=== Section Start ===

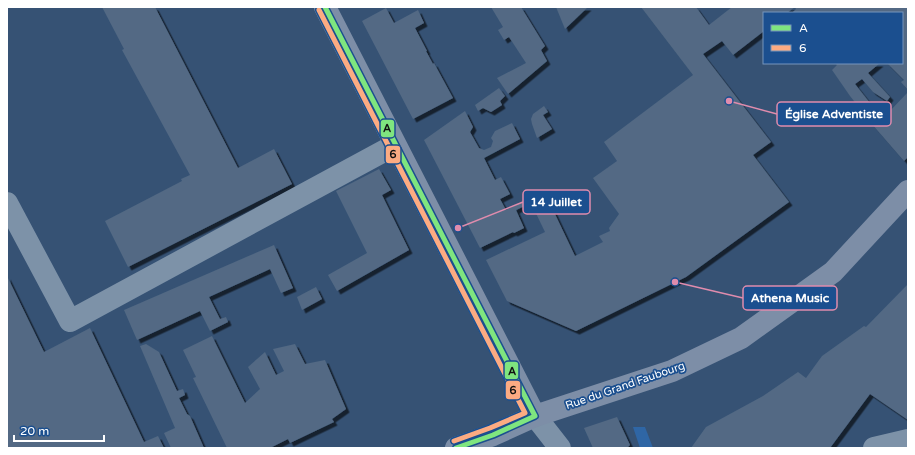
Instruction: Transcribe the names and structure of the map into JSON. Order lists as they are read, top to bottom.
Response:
{
  "streets": {
    "main road": ["Rue du Grand Faubourg"]
  },
  "places": ["Église Adventiste", "14 Juillet", "Athena Music"],
  "lines": ["transit line A", "transit line 6"],
  "legend": ["A", "6"],
  "scale_bar": "20 m"
}
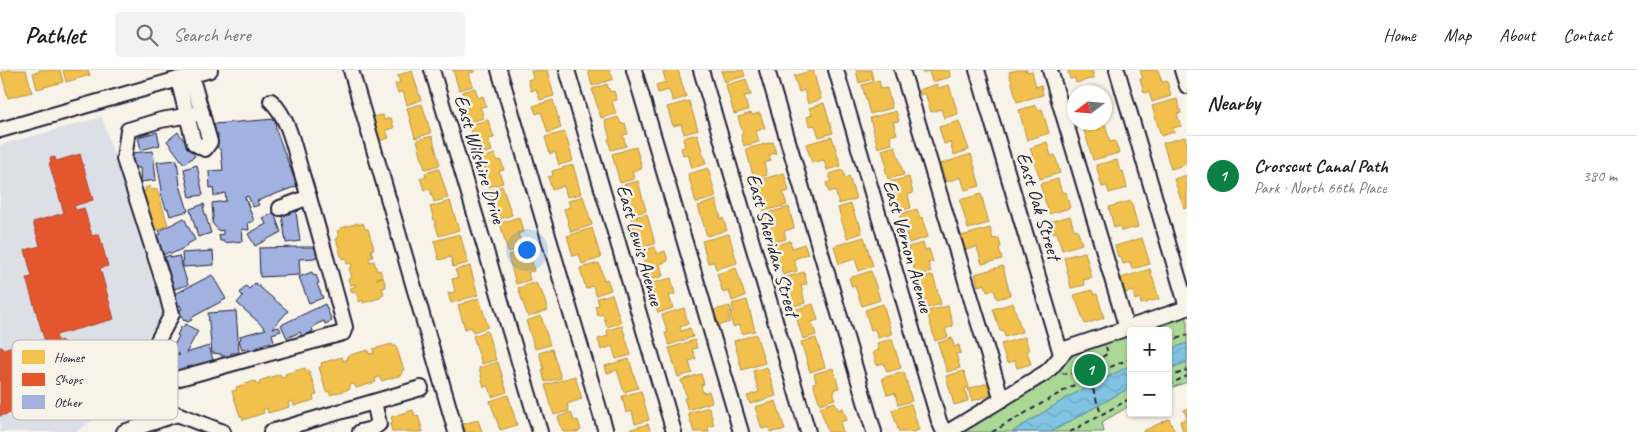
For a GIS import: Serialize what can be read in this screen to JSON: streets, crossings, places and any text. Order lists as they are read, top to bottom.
{
  "streets": {
    "street": [
      "East Wilshire Drive",
      "East Oak Street",
      "East Lewis Avenue",
      "East Sheridan Street",
      "East Vernon Avenue"
    ]
  },
  "legend": ["Homes", "Shops", "Other"],
  "north": "left",
  "page": {
    "header": "Pathlet",
    "search": "Search here",
    "nav": [
      "Home",
      "Map",
      "About",
      "Contact"
    ],
    "heading": "Nearby",
    "list": [
      {
        "mark": "1",
        "name": "Crosscut Canal Path",
        "note": "Park · North 66th Place",
        "value": "380 m"
      }
    ],
    "map_buttons": ["+", "−"],
    "pins": "1"
  }
}
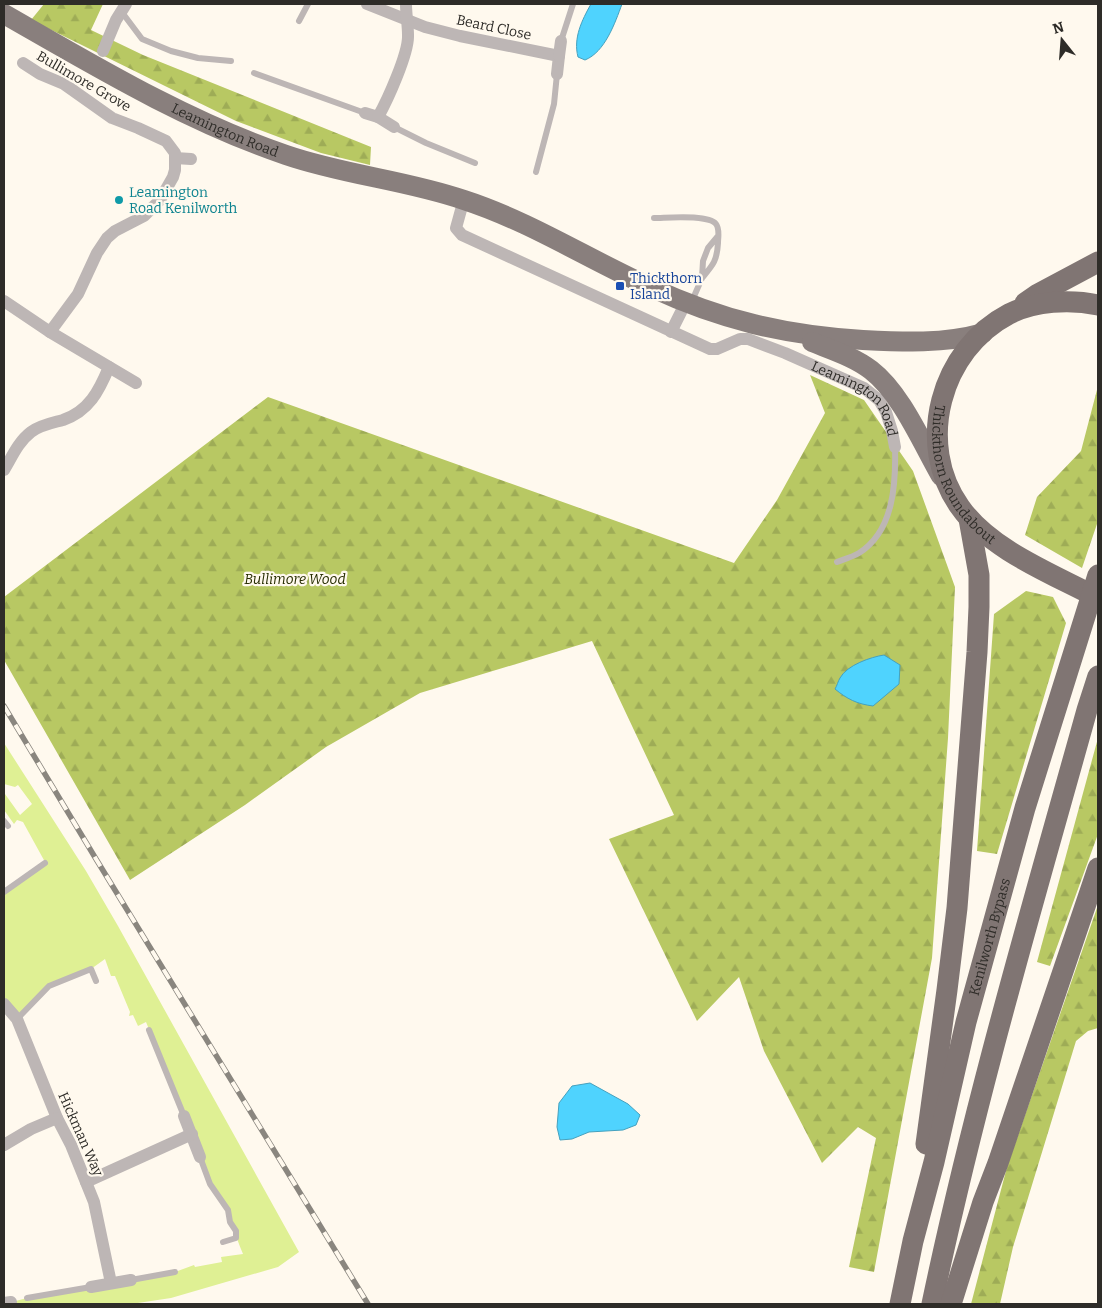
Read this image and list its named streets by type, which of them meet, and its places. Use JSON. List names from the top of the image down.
{
  "streets": {
    "highway": ["Thickthorn Roundabout", "Kenilworth Bypass"],
    "main road": ["Leamington Road"],
    "street": ["Beard Close", "Bullimore Grove", "Hickman Way"]
  },
  "crossings": [
    ["Leamington Road", "Thickthorn Roundabout"]
  ],
  "parks": ["Bullimore Wood"],
  "places": {
    "other": ["Leamington Road Kenilworth"],
    "transit": ["Thickthorn Island"]
  },
  "north": "top"
}
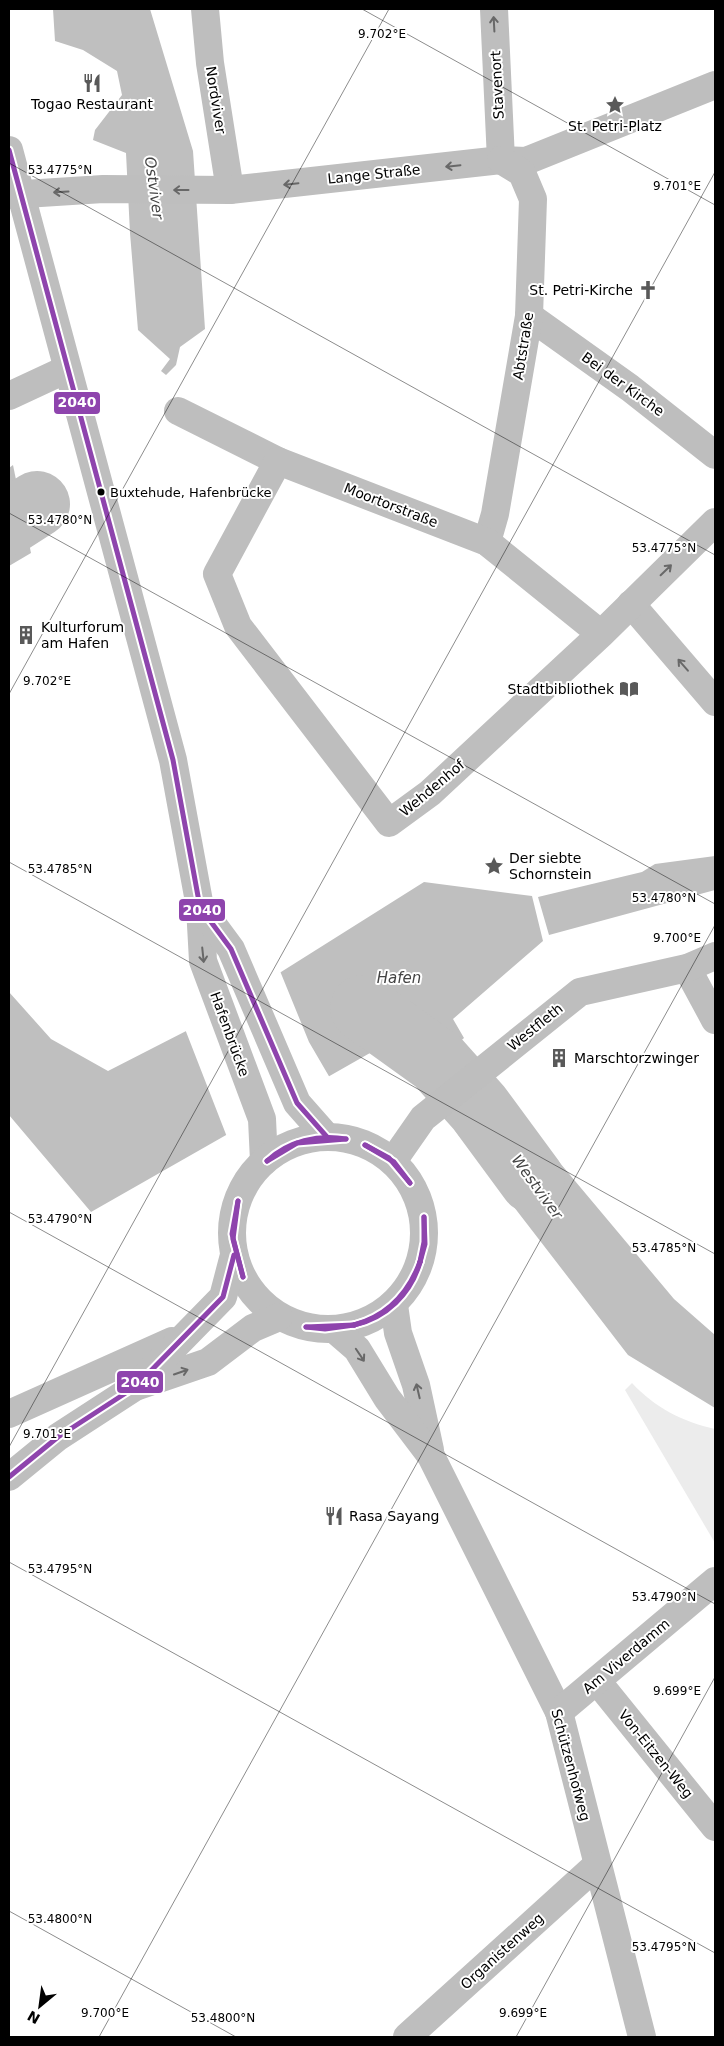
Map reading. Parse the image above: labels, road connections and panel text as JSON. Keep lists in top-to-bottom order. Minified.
{"streets":{"street":["Stavenort","Nordviver","Lange Straße","Abtstraße","Bei der Kirche","Moortorstraße","Wehdenhof","Westfleth","Hafenbrücke","Am Viverdamm","Von-Eitzen-Weg","Schützenhofweg","Organistenweg"]},"crossings":[["Stavenort","Lange Straße"],["Stavenort","Abtstraße"],["Nordviver","Lange Straße"],["Lange Straße","Abtstraße"],["Lange Straße","Hafenbrücke"],["Abtstraße","Bei der Kirche"],["Abtstraße","Moortorstraße"],["Moortorstraße","Wehdenhof"],["Am Viverdamm","Von-Eitzen-Weg"],["Am Viverdamm","Schützenhofweg"],["Schützenhofweg","Organistenweg"]],"one_way":["Stavenort","Lange Straße"],"water":["Ostviver","Hafen","Westviver"],"places":{"restaurant":["Togao Restaurant","Rasa Sayang"],"place":["St. Petri-Platz","Der siebte Schornstein"],"church":["St. Petri-Kirche"],"other":["Buxtehude, Hafenbrücke"],"building":["Kulturforum am Hafen","Marschtorzwinger"],"library":["Stadtbibliothek"]},"lines":["transit line 2040"],"north":"bottom left","coordinates":["9.702°E","53.4775°N","9.701°E","53.4780°N","53.4785°N","9.700°E","53.4790°N","53.4795°N","9.699°E","53.4800°N"]}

=== Section End ===

## WORK INSTRUCTION:
The records above are to be copied exactly, without their pictures.

## SOLVED EXERCISE:
Instruction: Transcribe the names and structure of the map into JSON. Order lists as they are read, top to bottom.
Response:
{
  "streets": {
    "main road": ["Rue du Grand Faubourg"]
  },
  "places": ["Église Adventiste", "14 Juillet", "Athena Music"],
  "lines": ["transit line A", "transit line 6"],
  "legend": ["A", "6"],
  "scale_bar": "20 m"
}
For a GIS import: Serialize what can be read in this screen to JSON: streets, crossings, places and any text. Order lists as they are read, top to bottom.
{
  "streets": {
    "street": [
      "East Wilshire Drive",
      "East Oak Street",
      "East Lewis Avenue",
      "East Sheridan Street",
      "East Vernon Avenue"
    ]
  },
  "legend": ["Homes", "Shops", "Other"],
  "north": "left",
  "page": {
    "header": "Pathlet",
    "search": "Search here",
    "nav": [
      "Home",
      "Map",
      "About",
      "Contact"
    ],
    "heading": "Nearby",
    "list": [
      {
        "mark": "1",
        "name": "Crosscut Canal Path",
        "note": "Park · North 66th Place",
        "value": "380 m"
      }
    ],
    "map_buttons": ["+", "−"],
    "pins": "1"
  }
}
Read this image and list its named streets by type, which of them meet, and its places. Use JSON. List names from the top of the image down.
{
  "streets": {
    "highway": ["Thickthorn Roundabout", "Kenilworth Bypass"],
    "main road": ["Leamington Road"],
    "street": ["Beard Close", "Bullimore Grove", "Hickman Way"]
  },
  "crossings": [
    ["Leamington Road", "Thickthorn Roundabout"]
  ],
  "parks": ["Bullimore Wood"],
  "places": {
    "other": ["Leamington Road Kenilworth"],
    "transit": ["Thickthorn Island"]
  },
  "north": "top"
}
Map reading. Parse the image above: labels, road connections and panel text as JSON. Keep lists in top-to-bottom order. Minified.
{"streets":{"street":["Stavenort","Nordviver","Lange Straße","Abtstraße","Bei der Kirche","Moortorstraße","Wehdenhof","Westfleth","Hafenbrücke","Am Viverdamm","Von-Eitzen-Weg","Schützenhofweg","Organistenweg"]},"crossings":[["Stavenort","Lange Straße"],["Stavenort","Abtstraße"],["Nordviver","Lange Straße"],["Lange Straße","Abtstraße"],["Lange Straße","Hafenbrücke"],["Abtstraße","Bei der Kirche"],["Abtstraße","Moortorstraße"],["Moortorstraße","Wehdenhof"],["Am Viverdamm","Von-Eitzen-Weg"],["Am Viverdamm","Schützenhofweg"],["Schützenhofweg","Organistenweg"]],"one_way":["Stavenort","Lange Straße"],"water":["Ostviver","Hafen","Westviver"],"places":{"restaurant":["Togao Restaurant","Rasa Sayang"],"place":["St. Petri-Platz","Der siebte Schornstein"],"church":["St. Petri-Kirche"],"other":["Buxtehude, Hafenbrücke"],"building":["Kulturforum am Hafen","Marschtorzwinger"],"library":["Stadtbibliothek"]},"lines":["transit line 2040"],"north":"bottom left","coordinates":["9.702°E","53.4775°N","9.701°E","53.4780°N","53.4785°N","9.700°E","53.4790°N","53.4795°N","9.699°E","53.4800°N"]}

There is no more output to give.